==== DATA LISTING

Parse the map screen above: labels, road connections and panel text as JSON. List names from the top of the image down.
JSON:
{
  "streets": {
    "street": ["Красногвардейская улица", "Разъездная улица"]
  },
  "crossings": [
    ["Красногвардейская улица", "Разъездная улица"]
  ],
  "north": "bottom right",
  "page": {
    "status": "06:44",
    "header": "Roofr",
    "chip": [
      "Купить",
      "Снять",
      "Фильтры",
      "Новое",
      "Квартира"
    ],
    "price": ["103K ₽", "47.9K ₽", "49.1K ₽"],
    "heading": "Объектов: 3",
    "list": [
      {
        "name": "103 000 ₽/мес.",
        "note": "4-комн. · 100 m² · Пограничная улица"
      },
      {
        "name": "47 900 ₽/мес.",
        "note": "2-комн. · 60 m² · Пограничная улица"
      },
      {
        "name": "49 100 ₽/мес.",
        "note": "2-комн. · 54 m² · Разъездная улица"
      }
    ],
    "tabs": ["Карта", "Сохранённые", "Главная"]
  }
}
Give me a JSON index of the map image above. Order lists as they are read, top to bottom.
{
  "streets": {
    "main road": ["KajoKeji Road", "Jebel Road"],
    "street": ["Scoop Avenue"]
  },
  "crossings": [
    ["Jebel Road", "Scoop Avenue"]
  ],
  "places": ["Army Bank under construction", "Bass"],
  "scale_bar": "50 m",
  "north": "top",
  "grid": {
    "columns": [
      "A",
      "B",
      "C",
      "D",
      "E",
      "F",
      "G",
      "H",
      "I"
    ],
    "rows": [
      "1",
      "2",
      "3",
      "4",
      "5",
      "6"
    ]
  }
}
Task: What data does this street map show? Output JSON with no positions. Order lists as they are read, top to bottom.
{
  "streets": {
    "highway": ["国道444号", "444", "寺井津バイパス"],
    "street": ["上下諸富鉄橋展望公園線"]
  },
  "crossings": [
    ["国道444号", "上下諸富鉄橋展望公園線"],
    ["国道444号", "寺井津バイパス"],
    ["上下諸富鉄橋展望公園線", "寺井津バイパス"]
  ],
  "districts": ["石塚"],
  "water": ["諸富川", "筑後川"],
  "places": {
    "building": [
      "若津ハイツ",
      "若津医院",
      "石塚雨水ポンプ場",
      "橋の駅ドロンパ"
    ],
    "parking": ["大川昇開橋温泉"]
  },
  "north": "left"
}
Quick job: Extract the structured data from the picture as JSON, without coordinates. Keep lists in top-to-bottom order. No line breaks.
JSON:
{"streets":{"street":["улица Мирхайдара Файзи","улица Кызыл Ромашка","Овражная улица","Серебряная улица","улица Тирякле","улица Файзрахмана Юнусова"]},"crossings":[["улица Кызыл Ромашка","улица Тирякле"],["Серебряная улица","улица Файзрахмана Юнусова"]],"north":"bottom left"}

========

All that should be returned is the run of lines from the one with "Quick job: Extract" to the last line of the material above, copied exactly.

Quick job: Extract the structured data from the picture as JSON, without coordinates. Keep lists in top-to-bottom order. No line breaks.
JSON:
{"streets":{"street":["улица Мирхайдара Файзи","улица Кызыл Ромашка","Овражная улица","Серебряная улица","улица Тирякле","улица Файзрахмана Юнусова"]},"crossings":[["улица Кызыл Ромашка","улица Тирякле"],["Серебряная улица","улица Файзрахмана Юнусова"]],"north":"bottom left"}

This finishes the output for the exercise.